Location: Great State of Texas
86,052 posts, read 84,481,831 times
Reputation: 27720
Quote:
Originally Posted by good_topics View Post
In the year 2015 maybe about 25% of all jobs pay at a rate that allows full time workers to get government benefits. Even if the current people who are working in these jobs get training and move out of the low wage workplace someone else will take their place. So the argument that low wage workers just need to get more skills and education to move up does not really help the situation. Face it, no matter who is working in these jobs at any time, a large number of jobs in America pay under $10 an hour. And these are the jobs that are growing in today's economy. If you want a job, these are the jobs the typical American can get. And they are not jobs for kids and senior citizens anymore. Lots of the folks working at McDonalds are bring up a family on that job's income.

So, who should pay for the government benefits for the 25% of households whose primary bread winner is making $8 an hour or less than $20K a year?

Is it the responsibility of the employers of low wage labor? Or every taxpayer? Or should we just eliminate things like Food Stamps, reduced lunches at school, Medicaid, government paid housing, etc. for people who work?

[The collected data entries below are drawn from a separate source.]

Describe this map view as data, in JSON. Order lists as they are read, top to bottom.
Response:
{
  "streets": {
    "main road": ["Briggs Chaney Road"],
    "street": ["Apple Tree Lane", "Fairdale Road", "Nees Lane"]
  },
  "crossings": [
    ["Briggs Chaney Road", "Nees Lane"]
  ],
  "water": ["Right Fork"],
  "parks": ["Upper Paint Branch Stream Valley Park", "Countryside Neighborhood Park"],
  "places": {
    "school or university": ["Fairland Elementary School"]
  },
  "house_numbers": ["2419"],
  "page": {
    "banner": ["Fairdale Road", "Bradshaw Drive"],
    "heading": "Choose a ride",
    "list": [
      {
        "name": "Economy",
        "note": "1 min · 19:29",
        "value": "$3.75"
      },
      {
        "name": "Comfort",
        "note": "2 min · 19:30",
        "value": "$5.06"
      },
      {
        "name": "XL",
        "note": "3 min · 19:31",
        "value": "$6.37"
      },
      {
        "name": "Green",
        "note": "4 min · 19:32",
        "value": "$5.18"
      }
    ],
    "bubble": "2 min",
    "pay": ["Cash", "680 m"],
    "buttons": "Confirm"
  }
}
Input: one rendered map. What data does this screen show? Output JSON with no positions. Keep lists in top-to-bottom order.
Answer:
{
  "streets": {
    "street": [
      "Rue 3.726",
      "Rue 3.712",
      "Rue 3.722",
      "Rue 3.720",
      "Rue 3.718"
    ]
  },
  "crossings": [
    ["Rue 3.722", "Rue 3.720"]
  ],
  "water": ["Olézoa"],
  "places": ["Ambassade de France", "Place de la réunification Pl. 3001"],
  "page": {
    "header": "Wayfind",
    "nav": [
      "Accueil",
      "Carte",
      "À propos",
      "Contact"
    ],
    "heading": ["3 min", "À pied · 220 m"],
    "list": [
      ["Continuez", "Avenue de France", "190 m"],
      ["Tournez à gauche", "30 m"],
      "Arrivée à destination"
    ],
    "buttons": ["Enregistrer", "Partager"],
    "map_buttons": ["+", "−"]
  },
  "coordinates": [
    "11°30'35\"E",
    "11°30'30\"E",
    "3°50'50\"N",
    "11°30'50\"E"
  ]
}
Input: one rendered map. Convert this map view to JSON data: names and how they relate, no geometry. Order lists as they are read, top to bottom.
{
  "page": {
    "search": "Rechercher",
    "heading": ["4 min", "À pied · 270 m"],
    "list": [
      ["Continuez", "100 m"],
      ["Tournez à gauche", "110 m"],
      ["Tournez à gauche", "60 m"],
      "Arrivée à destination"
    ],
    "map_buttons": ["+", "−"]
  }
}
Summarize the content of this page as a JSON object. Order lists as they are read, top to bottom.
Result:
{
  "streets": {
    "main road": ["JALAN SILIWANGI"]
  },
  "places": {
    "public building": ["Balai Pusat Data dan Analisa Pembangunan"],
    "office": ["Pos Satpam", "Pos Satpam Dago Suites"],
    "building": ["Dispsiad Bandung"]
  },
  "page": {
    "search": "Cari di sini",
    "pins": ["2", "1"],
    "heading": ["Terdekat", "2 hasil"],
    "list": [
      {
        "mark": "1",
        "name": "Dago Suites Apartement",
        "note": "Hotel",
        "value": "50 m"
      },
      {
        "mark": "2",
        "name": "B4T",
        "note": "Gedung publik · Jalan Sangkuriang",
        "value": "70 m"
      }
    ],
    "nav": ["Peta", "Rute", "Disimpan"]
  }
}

Remember, someone is going to be doing these low wage jobs regardless of the hopes and dreams of people in them today.
The employer should ask if they are married and have family before hiring.
If the pay is not enough then the employer should not offer them a job.
Use 133% of FPL which is food stamp eligibility.

Also make people only interview for jobs that pay enough so they do not have to be on food stamps.

Rather than penalize the employer put the mandate on the person instead.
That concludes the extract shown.